» **TO DO**: Could you transcribe every record below exactly, leaving out any pictures?
"""
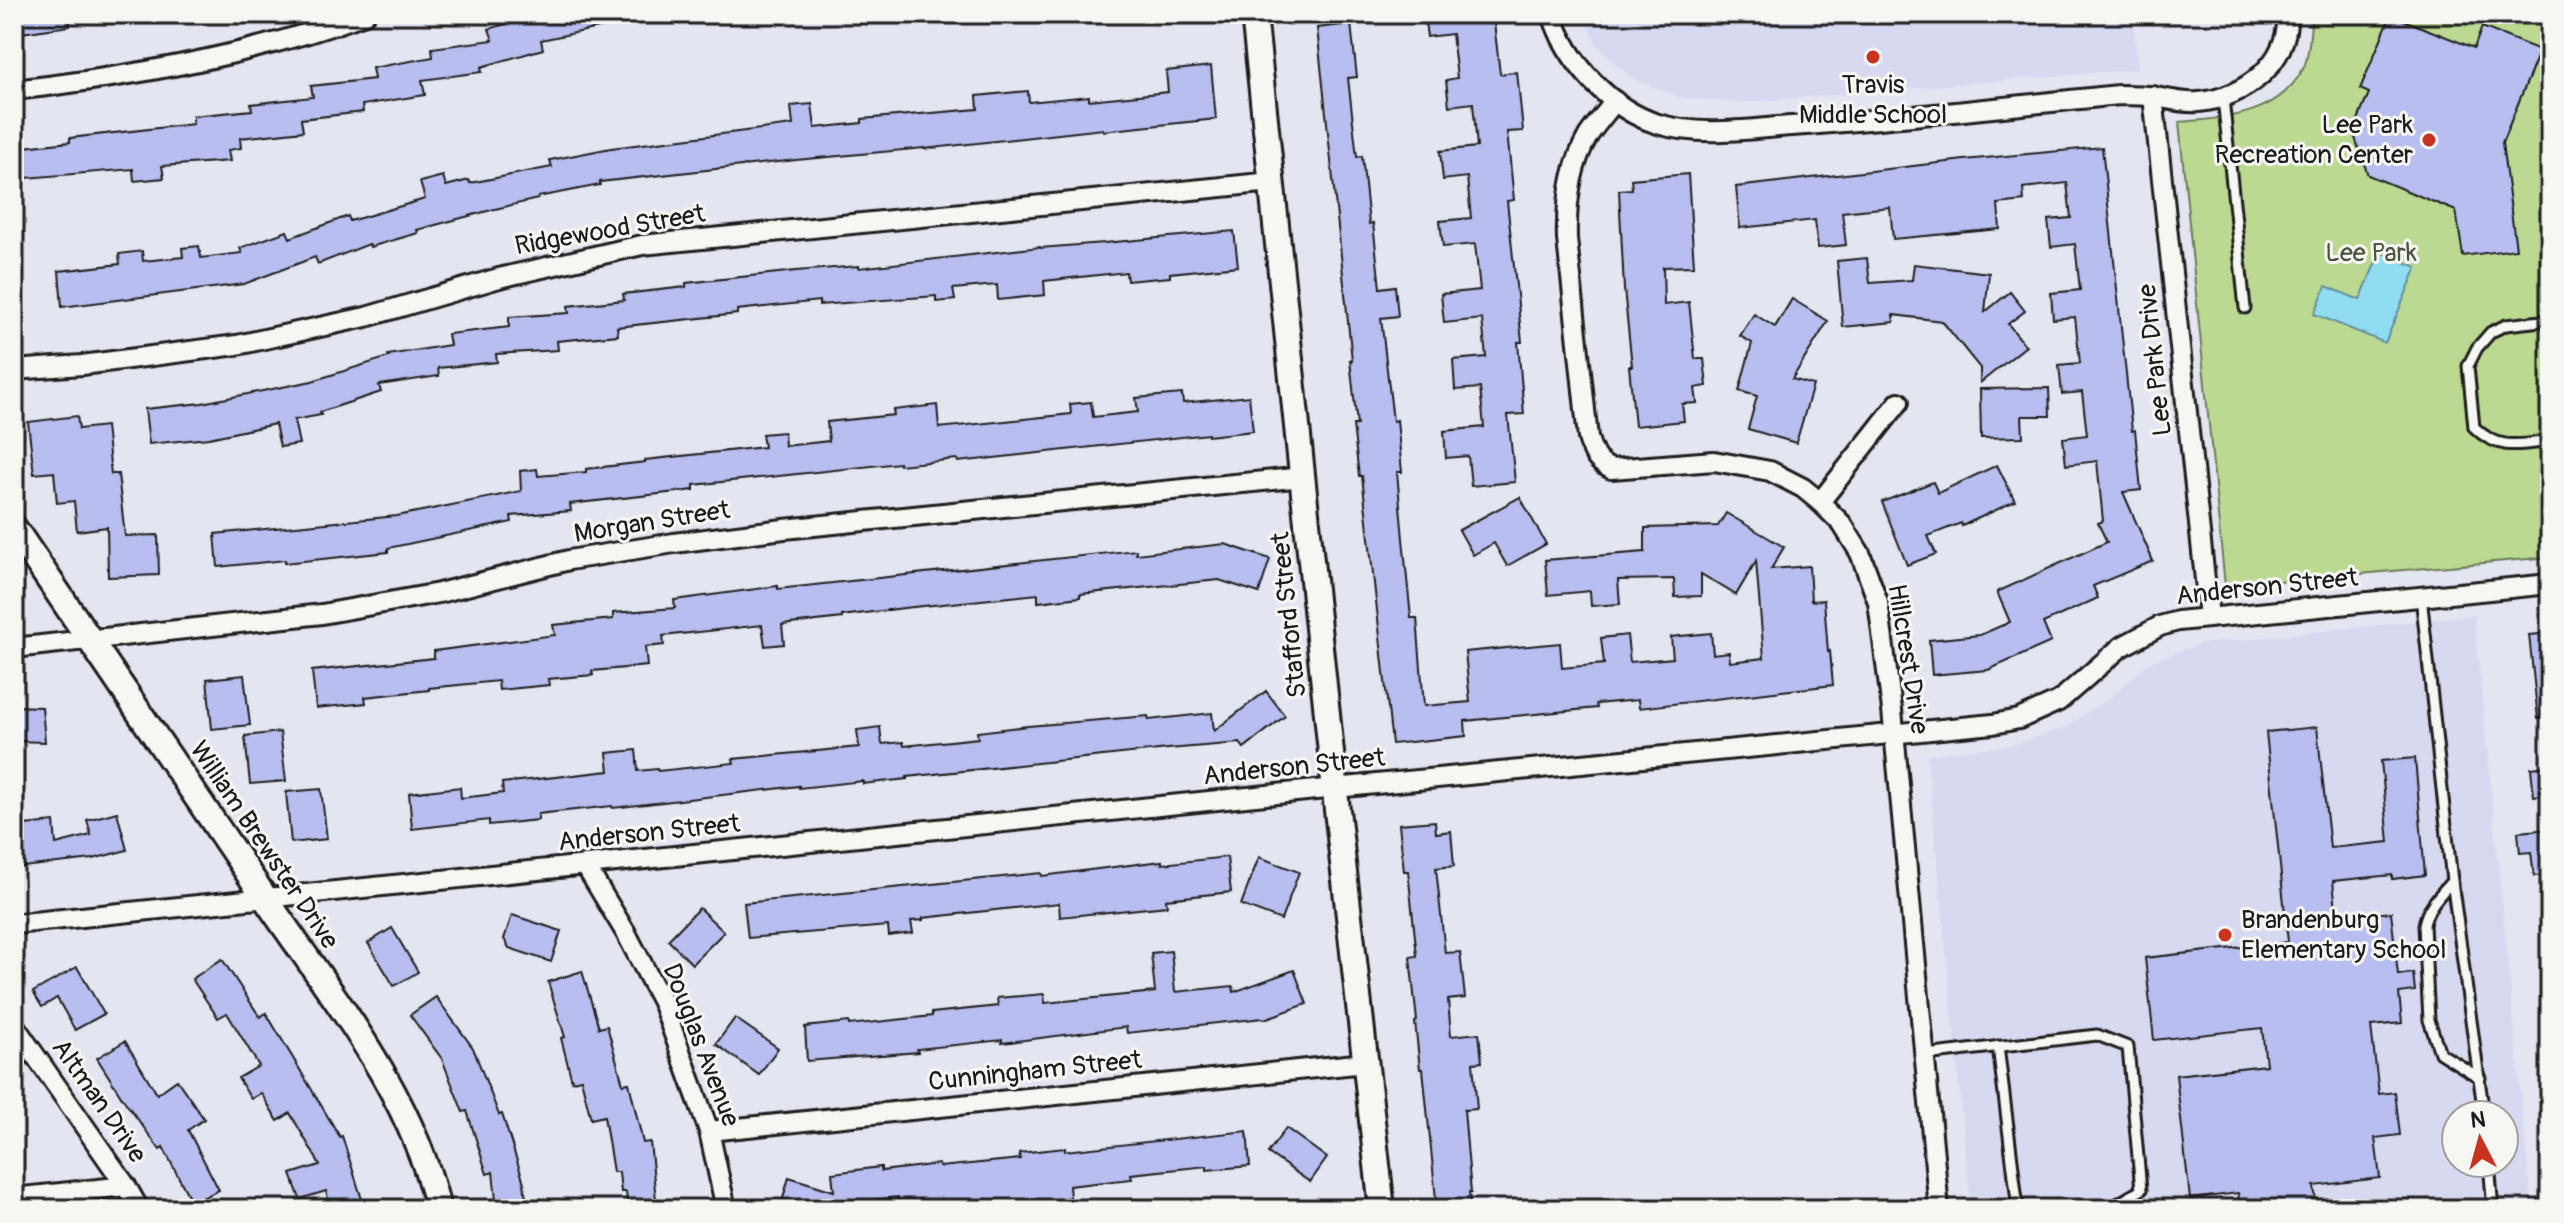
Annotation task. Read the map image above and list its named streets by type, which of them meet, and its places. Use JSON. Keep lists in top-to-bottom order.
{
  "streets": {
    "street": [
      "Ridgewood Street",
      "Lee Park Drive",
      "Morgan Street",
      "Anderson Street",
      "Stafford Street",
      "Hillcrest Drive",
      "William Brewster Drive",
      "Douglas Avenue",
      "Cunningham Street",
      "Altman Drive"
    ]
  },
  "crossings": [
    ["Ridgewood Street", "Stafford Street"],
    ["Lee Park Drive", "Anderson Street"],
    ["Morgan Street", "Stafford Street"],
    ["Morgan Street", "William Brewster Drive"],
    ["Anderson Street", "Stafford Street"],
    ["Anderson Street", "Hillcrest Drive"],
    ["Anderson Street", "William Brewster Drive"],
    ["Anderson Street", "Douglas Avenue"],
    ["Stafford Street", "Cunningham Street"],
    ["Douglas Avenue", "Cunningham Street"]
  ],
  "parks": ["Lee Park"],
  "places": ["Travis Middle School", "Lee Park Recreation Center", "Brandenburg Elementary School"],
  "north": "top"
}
"""
» **WRITTEN ANSWER**:
Annotation task. Read the map image above and list its named streets by type, which of them meet, and its places. Use JSON. Keep lists in top-to-bottom order.
{
  "streets": {
    "street": [
      "Ridgewood Street",
      "Lee Park Drive",
      "Morgan Street",
      "Anderson Street",
      "Stafford Street",
      "Hillcrest Drive",
      "William Brewster Drive",
      "Douglas Avenue",
      "Cunningham Street",
      "Altman Drive"
    ]
  },
  "crossings": [
    ["Ridgewood Street", "Stafford Street"],
    ["Lee Park Drive", "Anderson Street"],
    ["Morgan Street", "Stafford Street"],
    ["Morgan Street", "William Brewster Drive"],
    ["Anderson Street", "Stafford Street"],
    ["Anderson Street", "Hillcrest Drive"],
    ["Anderson Street", "William Brewster Drive"],
    ["Anderson Street", "Douglas Avenue"],
    ["Stafford Street", "Cunningham Street"],
    ["Douglas Avenue", "Cunningham Street"]
  ],
  "parks": ["Lee Park"],
  "places": ["Travis Middle School", "Lee Park Recreation Center", "Brandenburg Elementary School"],
  "north": "top"
}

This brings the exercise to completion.